» The input:
--- START ---

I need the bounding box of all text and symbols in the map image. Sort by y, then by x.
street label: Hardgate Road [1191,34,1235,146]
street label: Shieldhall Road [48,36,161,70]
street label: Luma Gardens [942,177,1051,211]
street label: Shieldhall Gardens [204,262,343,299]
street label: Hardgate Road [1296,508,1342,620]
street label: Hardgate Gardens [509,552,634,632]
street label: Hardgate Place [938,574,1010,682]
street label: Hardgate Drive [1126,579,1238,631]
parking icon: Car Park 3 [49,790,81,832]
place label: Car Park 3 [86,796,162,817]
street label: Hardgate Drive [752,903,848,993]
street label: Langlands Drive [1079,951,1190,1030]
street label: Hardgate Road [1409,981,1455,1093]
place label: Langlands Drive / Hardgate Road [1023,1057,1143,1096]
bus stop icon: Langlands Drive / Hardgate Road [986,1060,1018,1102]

--- END ---
--- START ---

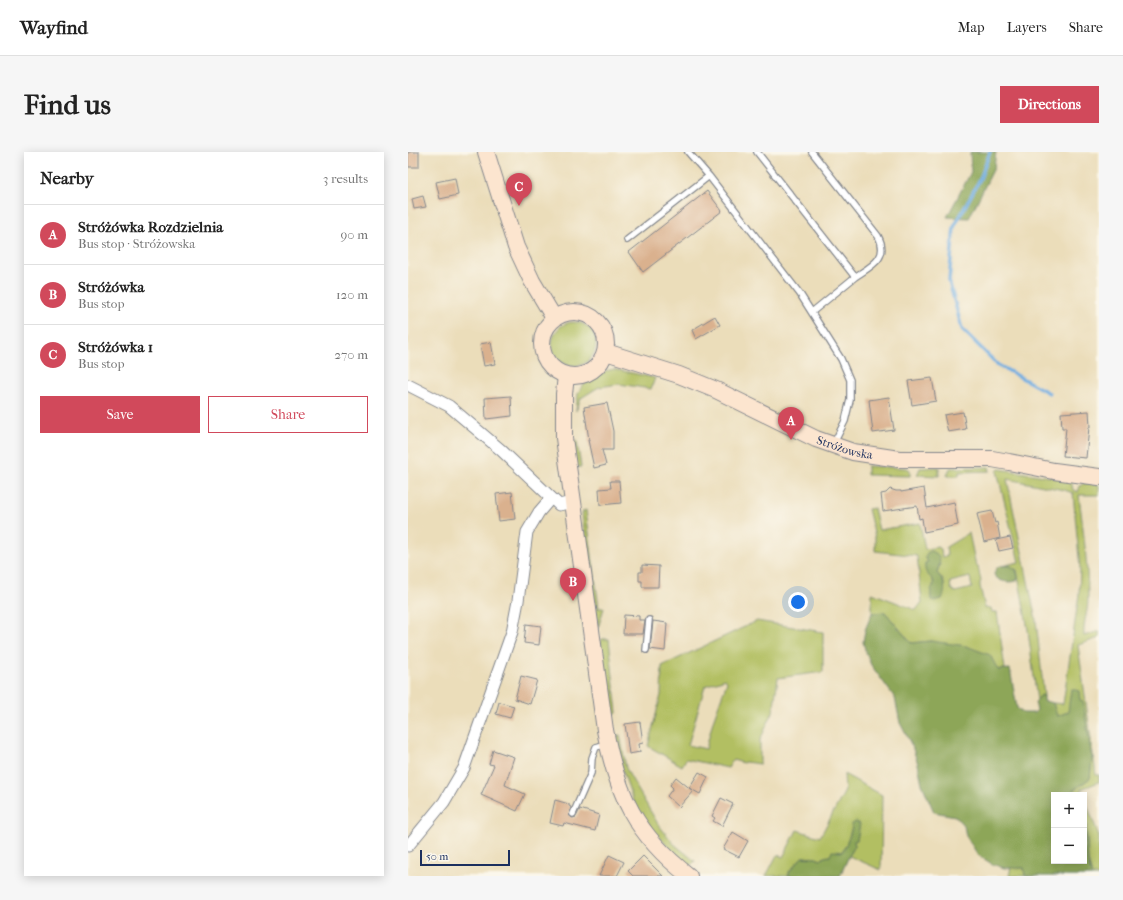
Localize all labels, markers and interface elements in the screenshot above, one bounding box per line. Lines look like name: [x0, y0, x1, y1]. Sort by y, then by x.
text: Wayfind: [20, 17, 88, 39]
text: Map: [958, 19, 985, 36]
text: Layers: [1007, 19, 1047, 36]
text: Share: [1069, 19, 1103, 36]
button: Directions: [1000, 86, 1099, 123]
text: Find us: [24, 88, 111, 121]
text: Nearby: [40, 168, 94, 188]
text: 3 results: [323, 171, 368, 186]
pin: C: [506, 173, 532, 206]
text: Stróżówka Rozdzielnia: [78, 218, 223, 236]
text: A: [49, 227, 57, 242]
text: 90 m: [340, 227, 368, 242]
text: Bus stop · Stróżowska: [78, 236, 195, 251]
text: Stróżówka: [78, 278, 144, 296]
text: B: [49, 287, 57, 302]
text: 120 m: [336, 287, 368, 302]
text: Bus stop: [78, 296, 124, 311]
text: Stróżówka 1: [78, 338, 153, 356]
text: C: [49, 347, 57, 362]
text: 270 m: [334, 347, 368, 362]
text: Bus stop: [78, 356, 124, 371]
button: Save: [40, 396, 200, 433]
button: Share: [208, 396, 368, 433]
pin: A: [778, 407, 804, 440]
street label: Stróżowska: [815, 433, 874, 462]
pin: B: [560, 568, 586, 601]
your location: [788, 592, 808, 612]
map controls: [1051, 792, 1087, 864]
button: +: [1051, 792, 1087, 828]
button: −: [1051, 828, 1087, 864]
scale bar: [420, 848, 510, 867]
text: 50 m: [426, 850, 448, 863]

--- END ---
--- START ---

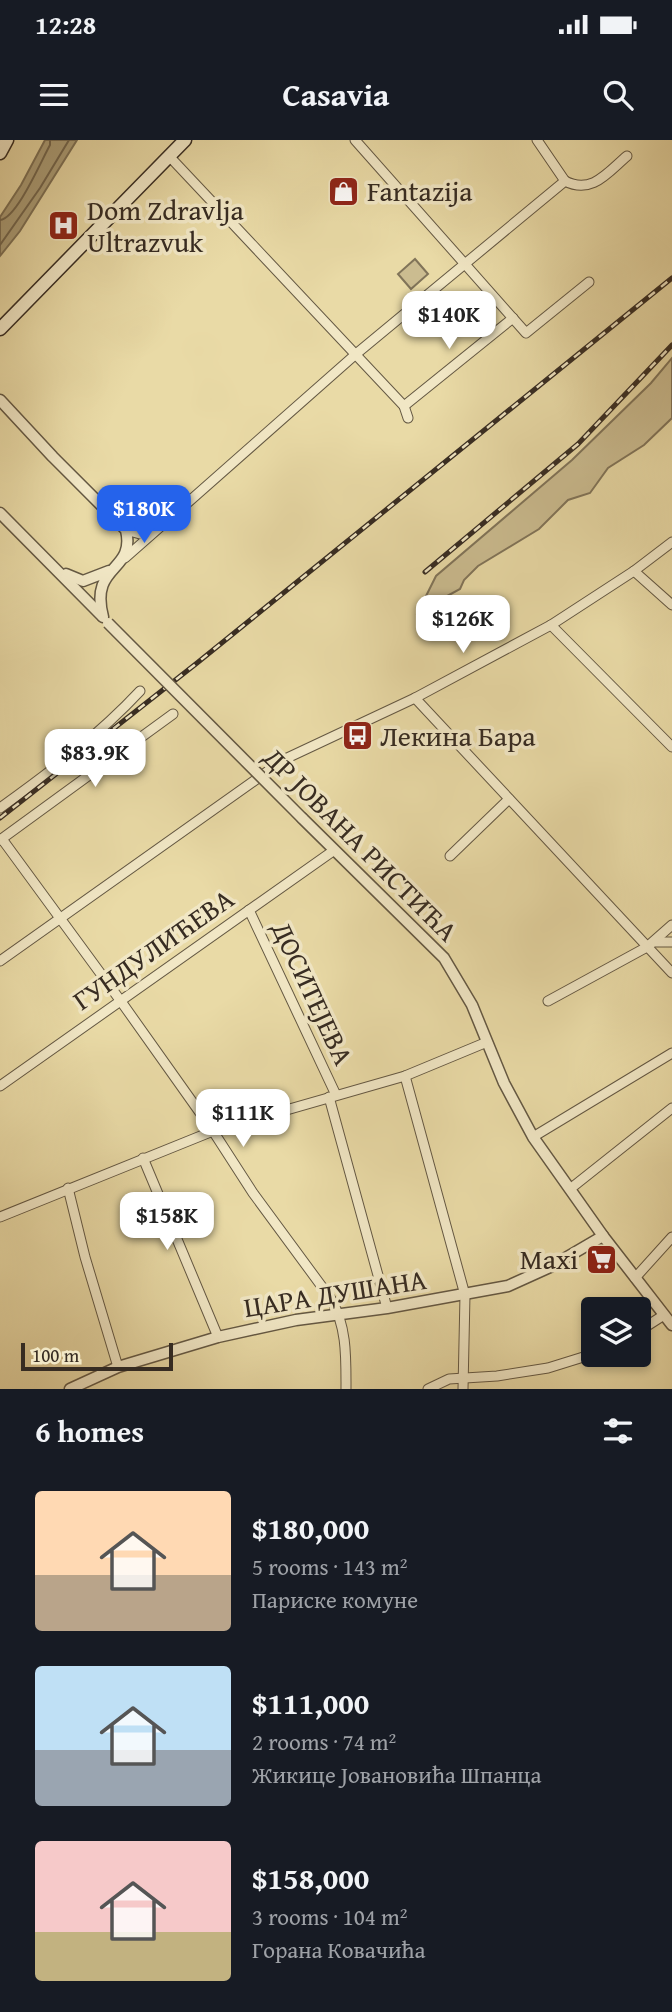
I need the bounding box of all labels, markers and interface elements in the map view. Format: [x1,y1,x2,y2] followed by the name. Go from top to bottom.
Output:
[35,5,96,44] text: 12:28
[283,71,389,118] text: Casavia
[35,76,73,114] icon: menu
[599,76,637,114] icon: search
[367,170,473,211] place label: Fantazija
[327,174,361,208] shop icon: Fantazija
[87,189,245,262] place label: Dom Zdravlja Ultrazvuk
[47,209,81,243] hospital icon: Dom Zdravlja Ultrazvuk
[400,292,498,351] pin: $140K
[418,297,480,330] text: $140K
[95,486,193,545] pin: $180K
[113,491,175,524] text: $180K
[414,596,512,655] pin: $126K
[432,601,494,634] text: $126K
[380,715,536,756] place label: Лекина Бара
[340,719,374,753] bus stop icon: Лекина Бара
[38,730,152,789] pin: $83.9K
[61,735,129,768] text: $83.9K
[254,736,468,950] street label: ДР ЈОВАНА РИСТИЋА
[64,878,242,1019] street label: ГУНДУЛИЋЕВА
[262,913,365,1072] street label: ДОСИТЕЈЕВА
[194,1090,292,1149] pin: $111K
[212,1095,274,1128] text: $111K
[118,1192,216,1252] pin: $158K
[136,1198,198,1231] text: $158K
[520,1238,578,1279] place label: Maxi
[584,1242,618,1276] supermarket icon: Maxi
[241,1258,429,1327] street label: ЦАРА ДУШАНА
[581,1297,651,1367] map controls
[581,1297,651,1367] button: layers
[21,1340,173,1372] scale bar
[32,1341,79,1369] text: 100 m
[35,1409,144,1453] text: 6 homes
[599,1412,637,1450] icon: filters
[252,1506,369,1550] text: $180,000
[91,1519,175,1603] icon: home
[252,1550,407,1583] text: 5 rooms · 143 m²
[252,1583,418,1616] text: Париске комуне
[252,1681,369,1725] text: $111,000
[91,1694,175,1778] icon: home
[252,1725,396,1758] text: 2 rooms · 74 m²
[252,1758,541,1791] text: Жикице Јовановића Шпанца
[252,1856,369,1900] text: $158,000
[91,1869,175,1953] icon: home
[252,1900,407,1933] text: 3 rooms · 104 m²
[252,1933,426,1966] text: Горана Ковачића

--- END ---

» Task to complete: Filter the listing above so that only lines holding the word "Fantazija" remain, and report those lines.

» Answer for this exercise:
[367,170,473,211] place label: Fantazija
[327,174,361,208] shop icon: Fantazija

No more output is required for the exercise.